(Saved data entries)
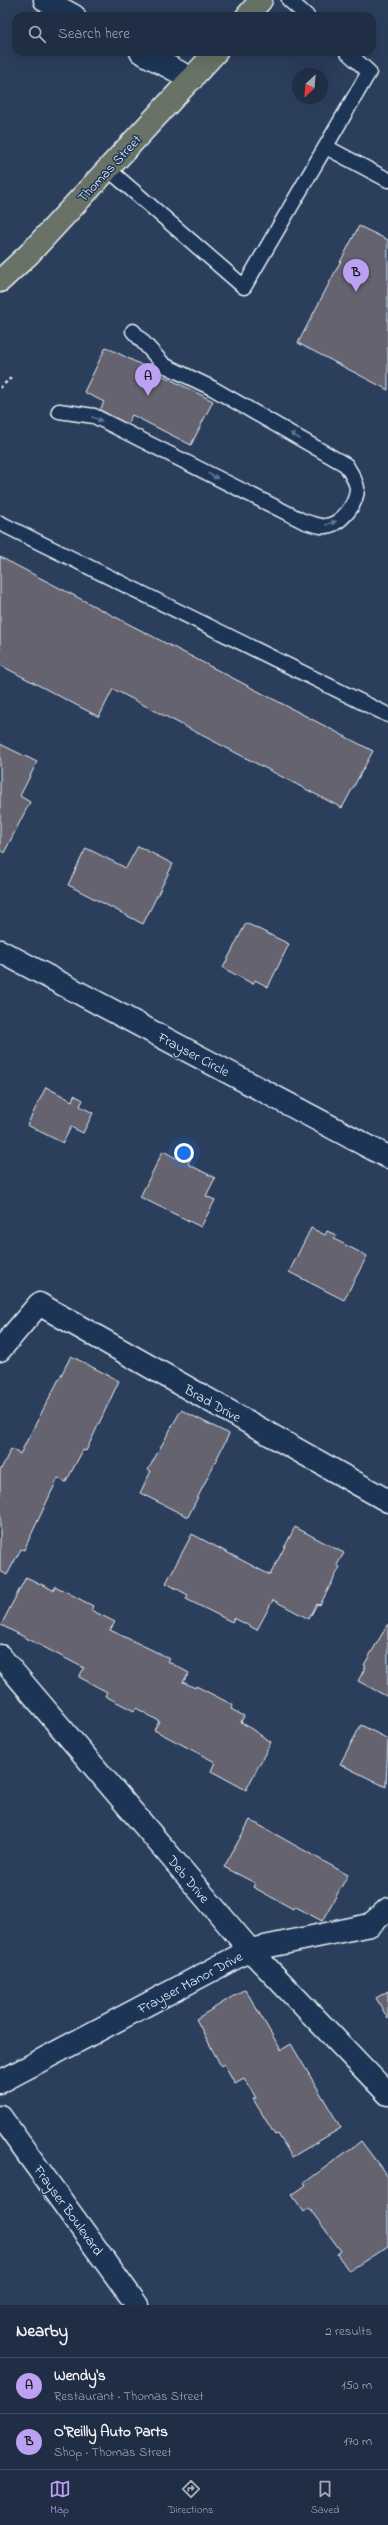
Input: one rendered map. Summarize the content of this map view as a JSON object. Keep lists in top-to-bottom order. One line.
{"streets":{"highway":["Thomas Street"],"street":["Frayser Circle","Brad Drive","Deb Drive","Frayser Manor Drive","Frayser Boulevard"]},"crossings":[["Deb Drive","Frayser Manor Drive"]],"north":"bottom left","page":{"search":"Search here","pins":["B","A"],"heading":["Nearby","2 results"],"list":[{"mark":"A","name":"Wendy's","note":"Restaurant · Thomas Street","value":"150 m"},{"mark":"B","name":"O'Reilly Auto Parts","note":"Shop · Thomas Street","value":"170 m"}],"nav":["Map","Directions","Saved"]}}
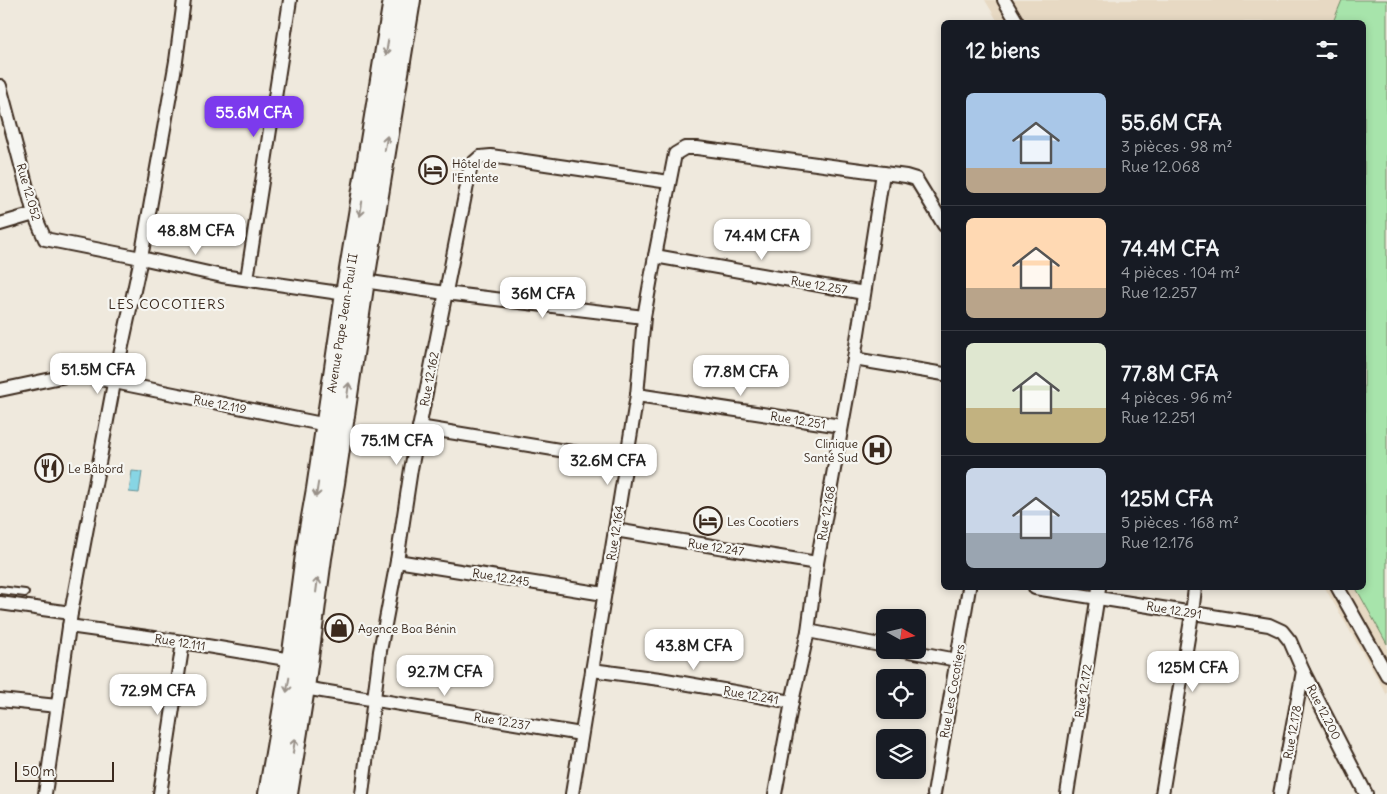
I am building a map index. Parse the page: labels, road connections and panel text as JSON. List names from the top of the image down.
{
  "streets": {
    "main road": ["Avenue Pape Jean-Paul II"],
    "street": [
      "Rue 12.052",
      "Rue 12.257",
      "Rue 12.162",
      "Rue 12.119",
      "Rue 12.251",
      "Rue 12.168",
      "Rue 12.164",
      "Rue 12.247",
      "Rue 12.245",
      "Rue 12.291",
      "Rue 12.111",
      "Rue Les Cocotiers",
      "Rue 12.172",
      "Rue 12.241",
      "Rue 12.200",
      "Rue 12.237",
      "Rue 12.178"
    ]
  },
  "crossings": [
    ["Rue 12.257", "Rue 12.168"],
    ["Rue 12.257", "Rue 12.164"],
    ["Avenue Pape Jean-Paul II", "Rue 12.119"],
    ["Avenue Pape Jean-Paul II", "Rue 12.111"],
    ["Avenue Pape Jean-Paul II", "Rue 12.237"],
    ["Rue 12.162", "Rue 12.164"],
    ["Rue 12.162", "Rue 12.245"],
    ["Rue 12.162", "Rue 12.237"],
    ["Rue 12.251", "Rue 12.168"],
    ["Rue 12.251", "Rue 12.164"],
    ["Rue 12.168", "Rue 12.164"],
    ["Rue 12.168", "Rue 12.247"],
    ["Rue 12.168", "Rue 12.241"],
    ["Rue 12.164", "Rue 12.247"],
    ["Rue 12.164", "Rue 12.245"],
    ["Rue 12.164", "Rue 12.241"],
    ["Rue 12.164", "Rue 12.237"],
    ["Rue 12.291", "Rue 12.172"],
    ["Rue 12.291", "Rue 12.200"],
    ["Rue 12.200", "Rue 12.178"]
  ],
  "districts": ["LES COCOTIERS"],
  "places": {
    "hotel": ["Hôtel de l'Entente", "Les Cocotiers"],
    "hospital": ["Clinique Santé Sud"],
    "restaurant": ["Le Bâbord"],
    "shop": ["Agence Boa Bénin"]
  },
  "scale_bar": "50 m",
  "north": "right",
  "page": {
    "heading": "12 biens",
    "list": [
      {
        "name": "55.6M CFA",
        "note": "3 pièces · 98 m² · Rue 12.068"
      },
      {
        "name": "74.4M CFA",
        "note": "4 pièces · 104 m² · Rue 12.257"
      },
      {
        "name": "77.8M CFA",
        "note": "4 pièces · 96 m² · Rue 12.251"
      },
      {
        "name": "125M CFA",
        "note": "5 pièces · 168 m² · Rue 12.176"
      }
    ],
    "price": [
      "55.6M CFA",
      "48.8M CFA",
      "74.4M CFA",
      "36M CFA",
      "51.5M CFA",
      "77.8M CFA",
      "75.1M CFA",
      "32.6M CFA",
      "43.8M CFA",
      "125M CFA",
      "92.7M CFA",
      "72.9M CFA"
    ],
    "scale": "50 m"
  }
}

Exercise objective
Restate the data above word for word, so that the only difference is the missing pictures.

Response to the task
Input: one rendered map. Summarize the content of this map view as a JSON object. Keep lists in top-to-bottom order. One line.
{"streets":{"highway":["Thomas Street"],"street":["Frayser Circle","Brad Drive","Deb Drive","Frayser Manor Drive","Frayser Boulevard"]},"crossings":[["Deb Drive","Frayser Manor Drive"]],"north":"bottom left","page":{"search":"Search here","pins":["B","A"],"heading":["Nearby","2 results"],"list":[{"mark":"A","name":"Wendy's","note":"Restaurant · Thomas Street","value":"150 m"},{"mark":"B","name":"O'Reilly Auto Parts","note":"Shop · Thomas Street","value":"170 m"}],"nav":["Map","Directions","Saved"]}}
I am building a map index. Parse the page: labels, road connections and panel text as JSON. List names from the top of the image down.
{
  "streets": {
    "main road": ["Avenue Pape Jean-Paul II"],
    "street": [
      "Rue 12.052",
      "Rue 12.257",
      "Rue 12.162",
      "Rue 12.119",
      "Rue 12.251",
      "Rue 12.168",
      "Rue 12.164",
      "Rue 12.247",
      "Rue 12.245",
      "Rue 12.291",
      "Rue 12.111",
      "Rue Les Cocotiers",
      "Rue 12.172",
      "Rue 12.241",
      "Rue 12.200",
      "Rue 12.237",
      "Rue 12.178"
    ]
  },
  "crossings": [
    ["Rue 12.257", "Rue 12.168"],
    ["Rue 12.257", "Rue 12.164"],
    ["Avenue Pape Jean-Paul II", "Rue 12.119"],
    ["Avenue Pape Jean-Paul II", "Rue 12.111"],
    ["Avenue Pape Jean-Paul II", "Rue 12.237"],
    ["Rue 12.162", "Rue 12.164"],
    ["Rue 12.162", "Rue 12.245"],
    ["Rue 12.162", "Rue 12.237"],
    ["Rue 12.251", "Rue 12.168"],
    ["Rue 12.251", "Rue 12.164"],
    ["Rue 12.168", "Rue 12.164"],
    ["Rue 12.168", "Rue 12.247"],
    ["Rue 12.168", "Rue 12.241"],
    ["Rue 12.164", "Rue 12.247"],
    ["Rue 12.164", "Rue 12.245"],
    ["Rue 12.164", "Rue 12.241"],
    ["Rue 12.164", "Rue 12.237"],
    ["Rue 12.291", "Rue 12.172"],
    ["Rue 12.291", "Rue 12.200"],
    ["Rue 12.200", "Rue 12.178"]
  ],
  "districts": ["LES COCOTIERS"],
  "places": {
    "hotel": ["Hôtel de l'Entente", "Les Cocotiers"],
    "hospital": ["Clinique Santé Sud"],
    "restaurant": ["Le Bâbord"],
    "shop": ["Agence Boa Bénin"]
  },
  "scale_bar": "50 m",
  "north": "right",
  "page": {
    "heading": "12 biens",
    "list": [
      {
        "name": "55.6M CFA",
        "note": "3 pièces · 98 m² · Rue 12.068"
      },
      {
        "name": "74.4M CFA",
        "note": "4 pièces · 104 m² · Rue 12.257"
      },
      {
        "name": "77.8M CFA",
        "note": "4 pièces · 96 m² · Rue 12.251"
      },
      {
        "name": "125M CFA",
        "note": "5 pièces · 168 m² · Rue 12.176"
      }
    ],
    "price": [
      "55.6M CFA",
      "48.8M CFA",
      "74.4M CFA",
      "36M CFA",
      "51.5M CFA",
      "77.8M CFA",
      "75.1M CFA",
      "32.6M CFA",
      "43.8M CFA",
      "125M CFA",
      "92.7M CFA",
      "72.9M CFA"
    ],
    "scale": "50 m"
  }
}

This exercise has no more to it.